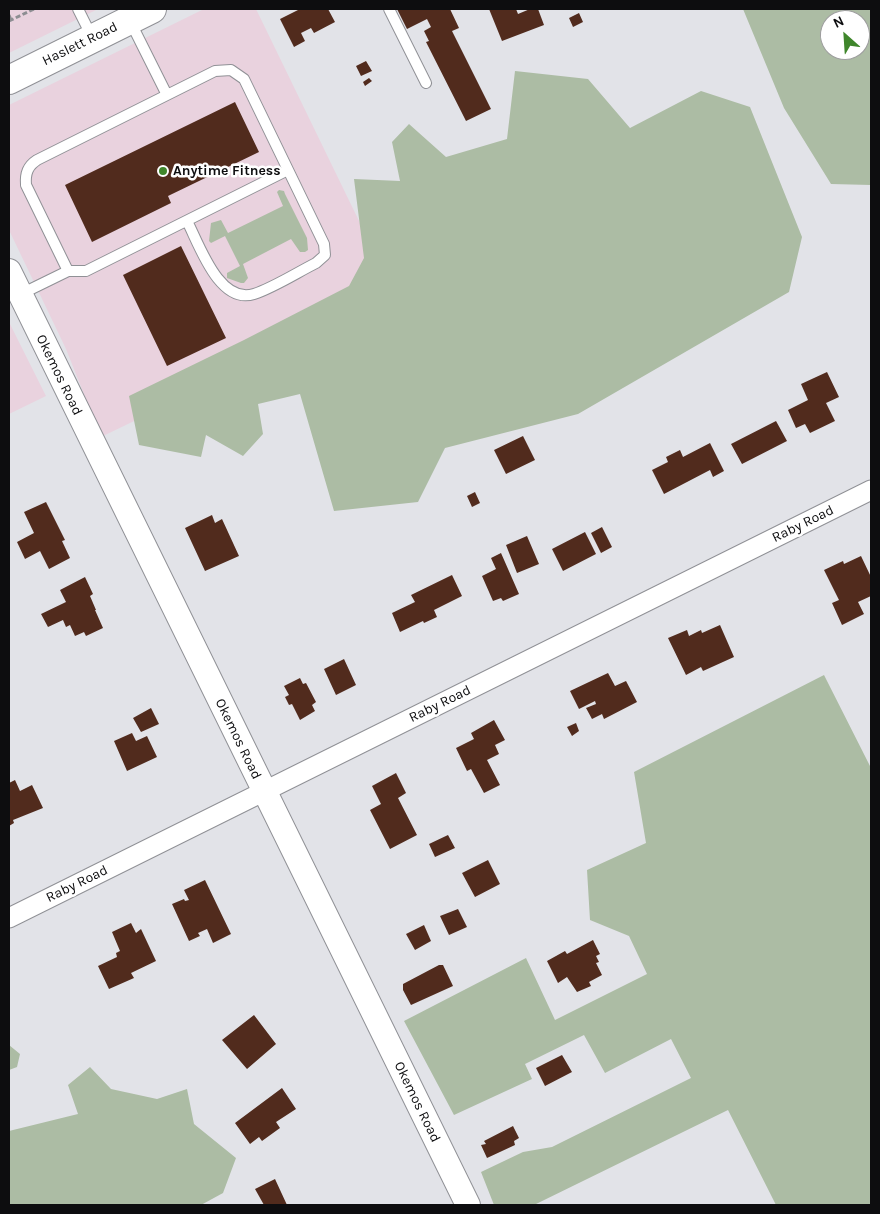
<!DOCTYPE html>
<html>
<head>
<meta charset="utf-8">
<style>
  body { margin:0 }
  #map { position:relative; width:880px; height:1214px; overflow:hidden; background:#e2e3e8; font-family:Karla,sans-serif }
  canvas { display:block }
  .frame { position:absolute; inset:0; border:10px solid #0d0d0f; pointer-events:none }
  .north { position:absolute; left:820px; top:10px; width:50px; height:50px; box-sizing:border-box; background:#fff; border:1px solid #9e9e9f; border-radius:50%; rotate:334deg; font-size:14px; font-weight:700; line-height:20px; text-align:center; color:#0d0d0f }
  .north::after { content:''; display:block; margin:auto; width:18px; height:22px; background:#3f862b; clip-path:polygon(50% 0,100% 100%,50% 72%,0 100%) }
</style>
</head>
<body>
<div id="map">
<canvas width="880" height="1214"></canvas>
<div class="frame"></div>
<div class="north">N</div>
</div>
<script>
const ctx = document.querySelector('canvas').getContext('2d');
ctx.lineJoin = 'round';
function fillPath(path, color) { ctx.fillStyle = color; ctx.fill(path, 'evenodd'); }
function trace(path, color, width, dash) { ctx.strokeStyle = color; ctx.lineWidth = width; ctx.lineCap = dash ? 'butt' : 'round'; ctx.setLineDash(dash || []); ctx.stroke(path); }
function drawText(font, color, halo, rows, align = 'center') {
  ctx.font = font + ' Karla,sans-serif'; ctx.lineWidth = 5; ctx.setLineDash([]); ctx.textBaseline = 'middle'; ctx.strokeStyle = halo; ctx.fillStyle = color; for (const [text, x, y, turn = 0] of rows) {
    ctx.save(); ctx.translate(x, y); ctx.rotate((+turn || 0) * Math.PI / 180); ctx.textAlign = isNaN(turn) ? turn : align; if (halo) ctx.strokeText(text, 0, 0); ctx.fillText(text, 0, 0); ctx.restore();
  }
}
const commercial = new Path2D(`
  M9,9H98L9,53Z
  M204,9H256L395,295L101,437L66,349L9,230V105Z
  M9,322L46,396L9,414Z`);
const green = new Path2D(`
  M743,9H871V185L831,184L784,108ZM830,20H860V50H830Z
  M515,71L588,79L630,128L701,91L750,107L802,237L789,292L578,414L445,448L418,502L334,511L300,394L258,404L263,434L243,456L206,435L201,457L139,445L129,396L244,340L349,286L364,258L354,179L400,181L392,142L409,124L446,157L507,139Z
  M279,190L284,191L285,194L307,238L308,250L305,252H300L291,239L243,264L248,278L244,283H241L227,278V273L240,266L225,236L211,243L209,241L211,223L221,220L228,233L283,206L277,192Z
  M824,675L871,768V1205H776L728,1110L534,1205H494L481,1172L523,1152L552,1147L691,1078L671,1039L605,1073L584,1035L525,1064L532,1079L454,1115L404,1021L526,958L555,1020L647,974L629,936L590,920L587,870L646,843L634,772Z
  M9,1045L20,1054L17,1067L9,1070Z
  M90,1067L111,1089L157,1099L187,1089L194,1124L236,1158L223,1193L201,1205H9V1131L78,1114L68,1085Z`);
const building = new Path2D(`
  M300,9H328L335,22L314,33L311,28L301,33L305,41L294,47L280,19Z
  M397,9H450L459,28L452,31L491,109L466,121L426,42L429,41L424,31L431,27L427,19L407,29Z
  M489,9H516L518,14L530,9H538L544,25L502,41Z
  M579,13L583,22L573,27L569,18Z
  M366,61L372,71L361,76L356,66Z
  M369,78L372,81L365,86L363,82Z
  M235,102L259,152L168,196L171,203L92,242L65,185Z
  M181,246L226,338L167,366L123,275Z
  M827,372L839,397L826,403L835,421L810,433L805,424L796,428L788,410L808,400L801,384Z
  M776,421L787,441L742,464L731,444Z
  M523,436L535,460L506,474L494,450Z
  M710,443L724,471L713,477L710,470L664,494L652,470L668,462L666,457L680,450L683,457Z
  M475,492L480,503L472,507L467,496Z
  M46,502L65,540L62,541L70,558L49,569L40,551L25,559L17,542L34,533L24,512Z
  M212,515L215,523L222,519L239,556L205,571L185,528Z
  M602,527L612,547L601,553L591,533Z
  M585,532L596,554L563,571L552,549Z
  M527,536L539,564L517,573L506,545Z
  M501,553L519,594L503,601L501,598L493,601L482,576L496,569L491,558Z
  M861,556L871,577V596L858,602L864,614L842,625L832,603L839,600L824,570L843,561L844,564Z
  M452,575L462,596L434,610L437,617L424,623L423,621L400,632L392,613L415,602L411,595Z
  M85,577L93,594L90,596L96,610H95L103,628L86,636L84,632L75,636L70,625L66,627L63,620L48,627L41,614L66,602L60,590Z
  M720,625L734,657L703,671L701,667L686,675L668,638L687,630L689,636L701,630L702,633Z
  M344,659L356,685L336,695L324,669Z
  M608,673L615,686L626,681L637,702L604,719L602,714L592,719L586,708L596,704L595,701L579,709L570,691Z
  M300,678L303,684L306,683L316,702L312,705L315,711L300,720L292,704L289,705L285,697L289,695L284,686Z
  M151,708L159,724L141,732L133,718Z
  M494,720L505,740L495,745L499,754L487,760L500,785L484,793L471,769L467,771L456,748L474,739L471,733Z
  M576,723L579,731L572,736L567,727Z
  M132,733L136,741L147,736L157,757L127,771L114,741Z
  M396,773L406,793L398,798L417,835L390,849L370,810L381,804L372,786Z
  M15,780L20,791L32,785L43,808L13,820L14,823L9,826V783Z
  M448,835L455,848L435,857L429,844Z
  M488,860L500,884L475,897L462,873Z
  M205,880L231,934L213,943L207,929L198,933L200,936L189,941L172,904L184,899L185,901L189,900L184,890Z
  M458,909L467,927L449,935L440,916Z
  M131,923L136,933L141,929L156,961L131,973L134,978L109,989L98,966L117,957L116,953L120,951L112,932Z
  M424,925L431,941L415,950L406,934Z
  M593,940L600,954L596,956L599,962L596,963L602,975L589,982L591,986L577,992L567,977L558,983L547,961L565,951L567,954Z
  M439,965H443L453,986L411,1005L403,990V984Z
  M254,1015L276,1044L247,1069L222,1040Z
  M562,1055L572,1072L545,1086L536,1068Z
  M282,1088L296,1109L276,1122L280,1128L262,1141L259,1137L250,1144L235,1123Z
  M513,1126L519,1138L514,1141L515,1145L487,1158L481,1145L486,1144L484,1141Z
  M275,1179L287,1205H264L255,1189Z`);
const path = new Path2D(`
  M9,15L11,20
  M9,21L34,9`);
const service = new Path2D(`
  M78,9L92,37
  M389,9L426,83
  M130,21L167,95
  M68,271L26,185C25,173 28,166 37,160L215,71L231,70L244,79L324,244L325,255L316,263C298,272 273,288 254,294C219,305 199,244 187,221
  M21,294L68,271H86L288,170`);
const minor = new Path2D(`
  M9,918L871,490`);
const tertiary = new Path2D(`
  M9,271L468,1205`);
const secondary = new Path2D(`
  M9,80L152,9`);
const markers = [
  [163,171,5,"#3f862b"]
];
const streetNames = [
  ["Haslett Road",80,44,-26],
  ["Okemos Road",59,375,64],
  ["Raby Road",803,524,-26],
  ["Raby Road",440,704,-26],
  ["Okemos Road",238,739,64],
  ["Raby Road",77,884,-26],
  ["Okemos Road",417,1102,64]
];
const poiNames = [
  ["Anytime Fitness",173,171]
];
fillPath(commercial, '#e9d2de');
fillPath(green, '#acbca4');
fillPath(building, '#512b1d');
trace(service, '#909196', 12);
trace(minor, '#909196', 21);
trace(tertiary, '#909196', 26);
trace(secondary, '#909196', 30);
trace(path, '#8d8e92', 3, [5, 2.5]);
trace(service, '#fff', 10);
trace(minor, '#fff', 19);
trace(tertiary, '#fff', 24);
trace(secondary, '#fff', 28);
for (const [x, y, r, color] of markers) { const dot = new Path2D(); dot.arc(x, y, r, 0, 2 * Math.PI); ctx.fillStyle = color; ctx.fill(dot); trace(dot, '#fff', 2); }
drawText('14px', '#0d0d0f', '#fff', streetNames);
drawText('bold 14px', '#0d0d0f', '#fff', poiNames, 'left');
</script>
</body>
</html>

• [WHAT YOU HAVE TO DO] Give back exactly the lines above starting at the line where "const ctx = document.querySelector('canvas').getContext('2d');" appears and ending at the line where "M300,9H328L335,22L314,33L311,28L301,33L305,41L294,47L280,19Z" appears, both included, with no other lines.

• [RESPONSE TO THIS EXERCISE]
const ctx = document.querySelector('canvas').getContext('2d');
ctx.lineJoin = 'round';
function fillPath(path, color) { ctx.fillStyle = color; ctx.fill(path, 'evenodd'); }
function trace(path, color, width, dash) { ctx.strokeStyle = color; ctx.lineWidth = width; ctx.lineCap = dash ? 'butt' : 'round'; ctx.setLineDash(dash || []); ctx.stroke(path); }
function drawText(font, color, halo, rows, align = 'center') {
  ctx.font = font + ' Karla,sans-serif'; ctx.lineWidth = 5; ctx.setLineDash([]); ctx.textBaseline = 'middle'; ctx.strokeStyle = halo; ctx.fillStyle = color; for (const [text, x, y, turn = 0] of rows) {
    ctx.save(); ctx.translate(x, y); ctx.rotate((+turn || 0) * Math.PI / 180); ctx.textAlign = isNaN(turn) ? turn : align; if (halo) ctx.strokeText(text, 0, 0); ctx.fillText(text, 0, 0); ctx.restore();
  }
}
const commercial = new Path2D(`
  M9,9H98L9,53Z
  M204,9H256L395,295L101,437L66,349L9,230V105Z
  M9,322L46,396L9,414Z`);
const green = new Path2D(`
  M743,9H871V185L831,184L784,108ZM830,20H860V50H830Z
  M515,71L588,79L630,128L701,91L750,107L802,237L789,292L578,414L445,448L418,502L334,511L300,394L258,404L263,434L243,456L206,435L201,457L139,445L129,396L244,340L349,286L364,258L354,179L400,181L392,142L409,124L446,157L507,139Z
  M279,190L284,191L285,194L307,238L308,250L305,252H300L291,239L243,264L248,278L244,283H241L227,278V273L240,266L225,236L211,243L209,241L211,223L221,220L228,233L283,206L277,192Z
  M824,675L871,768V1205H776L728,1110L534,1205H494L481,1172L523,1152L552,1147L691,1078L671,1039L605,1073L584,1035L525,1064L532,1079L454,1115L404,1021L526,958L555,1020L647,974L629,936L590,920L587,870L646,843L634,772Z
  M9,1045L20,1054L17,1067L9,1070Z
  M90,1067L111,1089L157,1099L187,1089L194,1124L236,1158L223,1193L201,1205H9V1131L78,1114L68,1085Z`);
const building = new Path2D(`
  M300,9H328L335,22L314,33L311,28L301,33L305,41L294,47L280,19Z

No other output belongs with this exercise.